Motor vehicle drive assembly

Abstract

A motor vehicle drive assembly, which is equipped with an electric motor and an output element, which is driven by the electric motor indirectly or directly. Furthermore, a spring associated with the output element is realized, which spring is designed to bidirectionally return the output element. According to the invention, the spring is designed as a spiral spring which is designed to be windable and unwindable proceeding both from the inner spring let and from the outer leg.

Description

FIELD OF INVENTION

The invention relates to a motor vehicle drive assembly, which is equipped with an electric motor and at least one output element, which is indirectly or directly driven by the electric motor, and a spring associated with the output element, which spring is designed to bidirectionally return the output element.

BACKGROUND OF INVENTION

Motor vehicle drive assemblies are widely used in motor vehicles. Examples of this are mirror adjustments, seat adjustments, window regulators, but also unlocking devices on engine hoods, tailgates, and the like. Furthermore, such motor vehicle drive assemblies are increasingly used in connection with the locking and unlocking of charging plugs in associated receptacles in electric vehicles. In the scope of the present application, motor vehicle drive assemblies are very particularly preferred which are used in connection with motor vehicle doors and here in particular in connection with motor vehicle door latches.

Such motor vehicle drive assemblies can be used, for example, in connection with a closing drive, a door drive, and the like. In connection with motor vehicle door latches, such motor vehicle drive assemblies are used, for example, in connection with a so-called “electrical opening” process or also for implementing a central locking function. In all of these cases, it is often important that the output element driven or acted upon with the aid of the electric motor is returned to an idle position after it has been acted upon by the electric motor. This is typically provided by the spring associated with the output element, which provides for the return of the output element.

Since the spring is bidirectionally returned in the scope of the present application and is thus set up for bidirectional return of the output element, the output element can be returned, depending on, for example, its direction of rotation, by being acted upon both clockwise and counterclockwise with the aid of the single, bidirectionally acting spring, in each case into its zero position or neutral position.

The generic prior art according to DE 11 2012 002 272 T5 uses a return lever in this context, which return lever is returned in both directions with the aid of an associated leg spring. Such leg springs are often realized and used in practice for the purposes described. In a long-term operation, such leg springs often have a high impact, which can shorten their service life.
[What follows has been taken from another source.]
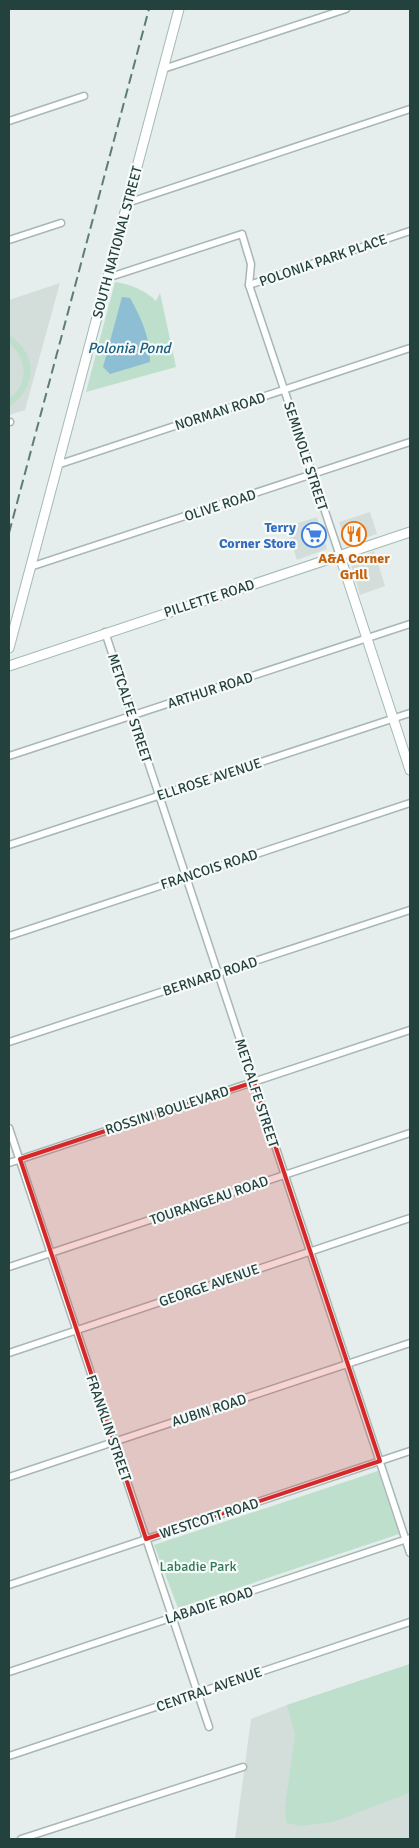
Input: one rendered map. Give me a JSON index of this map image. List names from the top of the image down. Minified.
{"streets":{"street":["SOUTH NATIONAL STREET","POLONIA PARK PLACE","NORMAN ROAD","SEMINOLE STREET","OLIVE ROAD","PILLETTE ROAD","ARTHUR ROAD","METCALFE STREET","ELLROSE AVENUE","FRANCOIS ROAD","BERNARD ROAD","ROSSINI BOULEVARD","TOURANGEAU ROAD","GEORGE AVENUE","AUBIN ROAD","FRANKLIN STREET","WESTCOTT ROAD","LABADIE ROAD","CENTRAL AVENUE"]},"crossings":[["SOUTH NATIONAL STREET","POLONIA PARK PLACE"],["SOUTH NATIONAL STREET","NORMAN ROAD"],["SOUTH NATIONAL STREET","OLIVE ROAD"],["POLONIA PARK PLACE","SEMINOLE STREET"],["NORMAN ROAD","SEMINOLE STREET"],["SEMINOLE STREET","OLIVE ROAD"],["SEMINOLE STREET","PILLETTE ROAD"],["SEMINOLE STREET","ARTHUR ROAD"],["SEMINOLE STREET","ELLROSE AVENUE"],["PILLETTE ROAD","METCALFE STREET"],["ARTHUR ROAD","METCALFE STREET"],["METCALFE STREET","ELLROSE AVENUE"],["METCALFE STREET","FRANCOIS ROAD"],["METCALFE STREET","BERNARD ROAD"],["METCALFE STREET","ROSSINI BOULEVARD"],["METCALFE STREET","TOURANGEAU ROAD"],["METCALFE STREET","GEORGE AVENUE"],["METCALFE STREET","AUBIN ROAD"],["METCALFE STREET","WESTCOTT ROAD"],["METCALFE STREET","LABADIE ROAD"],["ROSSINI BOULEVARD","FRANKLIN STREET"],["TOURANGEAU ROAD","FRANKLIN STREET"],["GEORGE AVENUE","FRANKLIN STREET"],["AUBIN ROAD","FRANKLIN STREET"],["FRANKLIN STREET","WESTCOTT ROAD"],["FRANKLIN STREET","LABADIE ROAD"],["FRANKLIN STREET","CENTRAL AVENUE"]],"water":["Polonia Pond"],"parks":["Labadie Park"],"places":{"restaurant":["A&A Corner Grill"],"supermarket":["Terry Corner Store"]}}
A comparable generic motor vehicle drive assembly is described in DE 102 26 355 B3. It relates to an operating device, in particular for a vehicle door latch. The operating device has an adjusting lever which can be pivoted about an axis of rotation between two stop or end positions by interacting with a cam wheel. The cam wheel is in turn driven by an electric motor. Furthermore, means for spring action upon the adjusting lever are provided in each end position thereof. This can be a bistable spring, which is referred to in the publication as a “flip-flop spring.”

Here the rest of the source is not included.